• _Task prompt_
Pictures aside, return all of the records exactly as they stand.

• _Records provided_

•••••

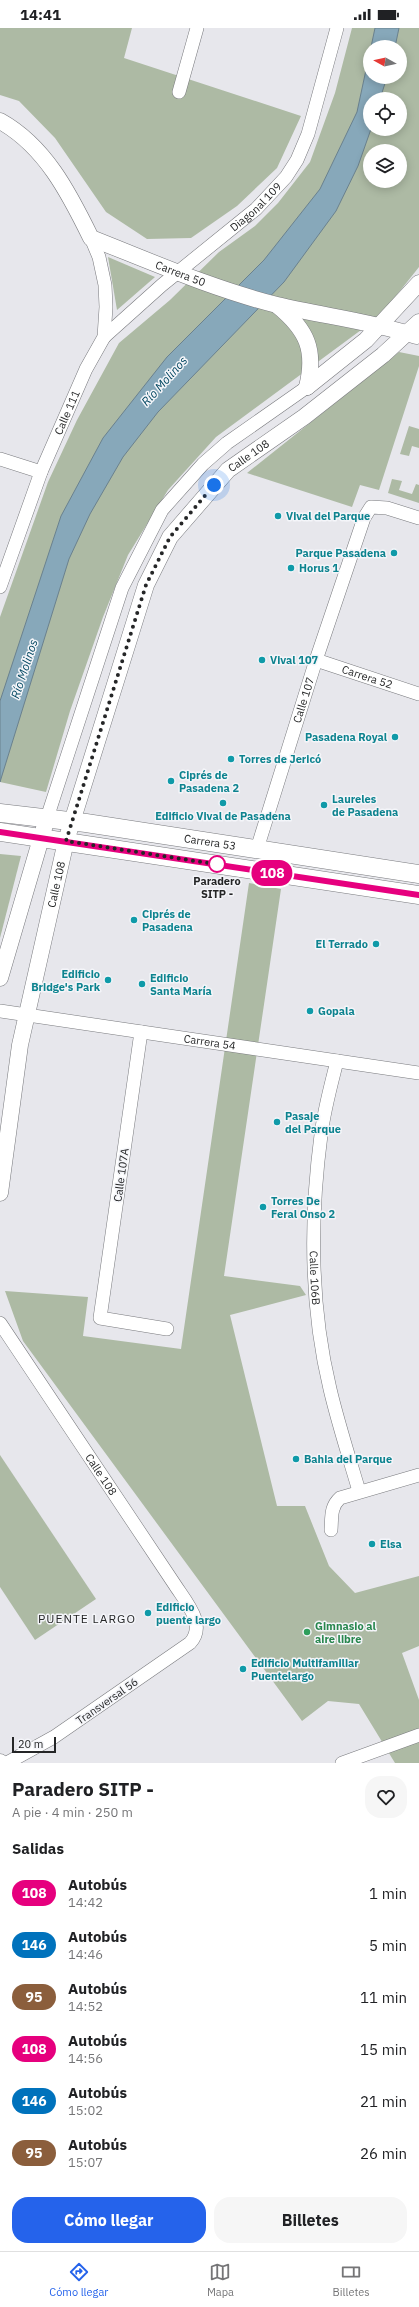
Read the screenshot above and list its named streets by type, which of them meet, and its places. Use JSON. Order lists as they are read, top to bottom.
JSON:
{
  "streets": {
    "main road": ["Carrera 53"],
    "street": [
      "Diagonal 109",
      "Carrera 50",
      "Calle 111",
      "Calle 108",
      "Carrera 52",
      "Calle 107",
      "Carrera 54",
      "Calle 107A",
      "Calle 106B",
      "Transversal 56"
    ]
  },
  "crossings": [
    ["Diagonal 109", "Carrera 50"],
    ["Diagonal 109", "Calle 111"],
    ["Carrera 50", "Calle 111"],
    ["Carrera 50", "Calle 108"],
    ["Calle 108", "Carrera 53"],
    ["Calle 108", "Carrera 54"],
    ["Calle 108", "Transversal 56"],
    ["Carrera 52", "Calle 107"],
    ["Calle 107", "Carrera 53"],
    ["Carrera 54", "Calle 107A"],
    ["Carrera 54", "Calle 106B"]
  ],
  "districts": ["PUENTE LARGO"],
  "water": ["Río Molinos"],
  "places": [
    "Vival del Parque",
    "Parque Pasadena",
    "Horus 1",
    "Vival 107",
    "Pasadena Royal",
    "Torres de Jericó",
    "Ciprés de Pasadena 2",
    "Edificio Vival de Pasadena",
    "Laureles de Pasadena",
    "Paradero SITP -",
    "Ciprés de Pasadena",
    "El Terrado",
    "Edificio Bridge's Park",
    "Edificio Santa María",
    "Gopala",
    "Pasaje del Parque",
    "Torres De Feral Onso 2",
    "Bahia del Parque",
    "Elsa",
    "Edificio puente largo",
    "Gimnasio al aire libre",
    "Edificio Multifamiliar Puentelargo"
  ],
  "lines": ["bus line 108"],
  "scale_bar": "20 m",
  "north": "left",
  "page": {
    "status": "14:41",
    "on_map": "108",
    "scale": "20 m",
    "heading": [
      ["Paradero SITP -", "A pie · 4 min · 250 m"],
      "Salidas"
    ],
    "list": [
      {
        "mark": "108",
        "name": "Autobús",
        "note": "14:42",
        "value": "1 min"
      },
      {
        "mark": "146",
        "name": "Autobús",
        "note": "14:46",
        "value": "5 min"
      },
      {
        "mark": "95",
        "name": "Autobús",
        "note": "14:52",
        "value": "11 min"
      },
      {
        "mark": "108",
        "name": "Autobús",
        "note": "14:56",
        "value": "15 min"
      },
      {
        "mark": "146",
        "name": "Autobús",
        "note": "15:02",
        "value": "21 min"
      },
      {
        "mark": "95",
        "name": "Autobús",
        "note": "15:07",
        "value": "26 min"
      }
    ],
    "buttons": ["Cómo llegar", "Billetes"],
    "tabs": ["Cómo llegar", "Mapa", "Billetes"]
  }
}
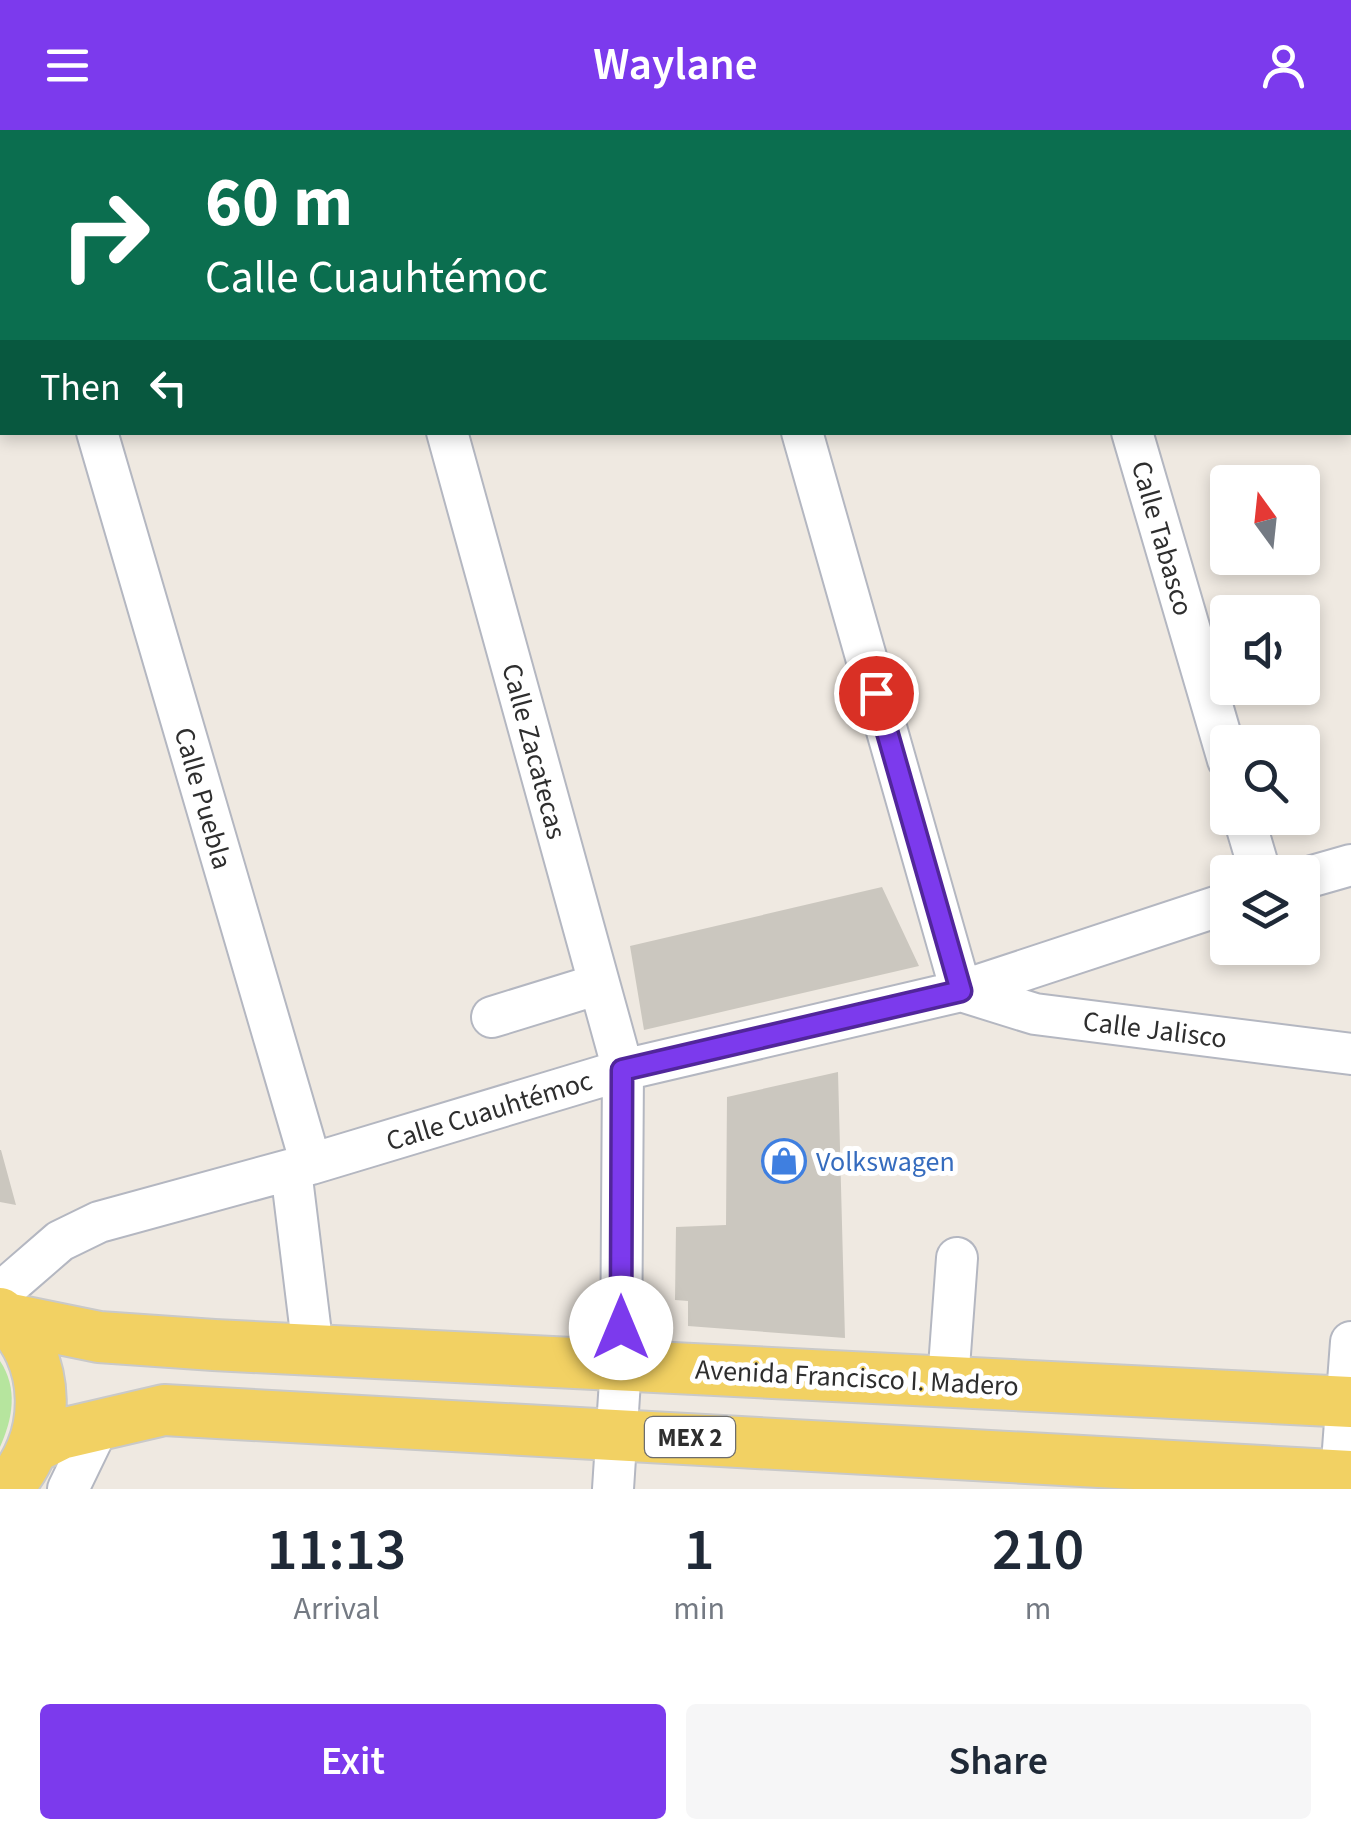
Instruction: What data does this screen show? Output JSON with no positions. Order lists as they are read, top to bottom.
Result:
{
  "streets": {
    "main road": ["Avenida Francisco I. Madero", "MEX 2"],
    "street": [
      "Calle Tabasco",
      "Calle Zacatecas",
      "Calle Puebla",
      "Calle Jalisco",
      "Calle Cuauhtémoc"
    ]
  },
  "crossings": [
    ["Calle Zacatecas", "Calle Cuauhtémoc"],
    ["Calle Zacatecas", "Avenida Francisco I. Madero"],
    ["Calle Zacatecas", "MEX 2"],
    ["Calle Puebla", "Calle Cuauhtémoc"],
    ["Calle Puebla", "Avenida Francisco I. Madero"],
    ["Calle Jalisco", "Calle Cuauhtémoc"],
    ["Calle Cuauhtémoc", "Avenida Francisco I. Madero"]
  ],
  "places": {
    "shop": ["Volkswagen"]
  },
  "north": "top",
  "page": {
    "header": "Waylane",
    "turn": ["60 m", "Calle Cuauhtémoc"],
    "then": "Then",
    "eta": [
      "11:13",
      "Arrival",
      "1",
      "min",
      "210",
      "m"
    ],
    "buttons": ["Exit", "Share"]
  }
}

•••••

• _Solution to this exercise_
Read the screenshot above and list its named streets by type, which of them meet, and its places. Use JSON. Order lists as they are read, top to bottom.
JSON:
{
  "streets": {
    "main road": ["Carrera 53"],
    "street": [
      "Diagonal 109",
      "Carrera 50",
      "Calle 111",
      "Calle 108",
      "Carrera 52",
      "Calle 107",
      "Carrera 54",
      "Calle 107A",
      "Calle 106B",
      "Transversal 56"
    ]
  },
  "crossings": [
    ["Diagonal 109", "Carrera 50"],
    ["Diagonal 109", "Calle 111"],
    ["Carrera 50", "Calle 111"],
    ["Carrera 50", "Calle 108"],
    ["Calle 108", "Carrera 53"],
    ["Calle 108", "Carrera 54"],
    ["Calle 108", "Transversal 56"],
    ["Carrera 52", "Calle 107"],
    ["Calle 107", "Carrera 53"],
    ["Carrera 54", "Calle 107A"],
    ["Carrera 54", "Calle 106B"]
  ],
  "districts": ["PUENTE LARGO"],
  "water": ["Río Molinos"],
  "places": [
    "Vival del Parque",
    "Parque Pasadena",
    "Horus 1",
    "Vival 107",
    "Pasadena Royal",
    "Torres de Jericó",
    "Ciprés de Pasadena 2",
    "Edificio Vival de Pasadena",
    "Laureles de Pasadena",
    "Paradero SITP -",
    "Ciprés de Pasadena",
    "El Terrado",
    "Edificio Bridge's Park",
    "Edificio Santa María",
    "Gopala",
    "Pasaje del Parque",
    "Torres De Feral Onso 2",
    "Bahia del Parque",
    "Elsa",
    "Edificio puente largo",
    "Gimnasio al aire libre",
    "Edificio Multifamiliar Puentelargo"
  ],
  "lines": ["bus line 108"],
  "scale_bar": "20 m",
  "north": "left",
  "page": {
    "status": "14:41",
    "on_map": "108",
    "scale": "20 m",
    "heading": [
      ["Paradero SITP -", "A pie · 4 min · 250 m"],
      "Salidas"
    ],
    "list": [
      {
        "mark": "108",
        "name": "Autobús",
        "note": "14:42",
        "value": "1 min"
      },
      {
        "mark": "146",
        "name": "Autobús",
        "note": "14:46",
        "value": "5 min"
      },
      {
        "mark": "95",
        "name": "Autobús",
        "note": "14:52",
        "value": "11 min"
      },
      {
        "mark": "108",
        "name": "Autobús",
        "note": "14:56",
        "value": "15 min"
      },
      {
        "mark": "146",
        "name": "Autobús",
        "note": "15:02",
        "value": "21 min"
      },
      {
        "mark": "95",
        "name": "Autobús",
        "note": "15:07",
        "value": "26 min"
      }
    ],
    "buttons": ["Cómo llegar", "Billetes"],
    "tabs": ["Cómo llegar", "Mapa", "Billetes"]
  }
}
Instruction: What data does this screen show? Output JSON with no positions. Order lists as they are read, top to bottom.
Result:
{
  "streets": {
    "main road": ["Avenida Francisco I. Madero", "MEX 2"],
    "street": [
      "Calle Tabasco",
      "Calle Zacatecas",
      "Calle Puebla",
      "Calle Jalisco",
      "Calle Cuauhtémoc"
    ]
  },
  "crossings": [
    ["Calle Zacatecas", "Calle Cuauhtémoc"],
    ["Calle Zacatecas", "Avenida Francisco I. Madero"],
    ["Calle Zacatecas", "MEX 2"],
    ["Calle Puebla", "Calle Cuauhtémoc"],
    ["Calle Puebla", "Avenida Francisco I. Madero"],
    ["Calle Jalisco", "Calle Cuauhtémoc"],
    ["Calle Cuauhtémoc", "Avenida Francisco I. Madero"]
  ],
  "places": {
    "shop": ["Volkswagen"]
  },
  "north": "top",
  "page": {
    "header": "Waylane",
    "turn": ["60 m", "Calle Cuauhtémoc"],
    "then": "Then",
    "eta": [
      "11:13",
      "Arrival",
      "1",
      "min",
      "210",
      "m"
    ],
    "buttons": ["Exit", "Share"]
  }
}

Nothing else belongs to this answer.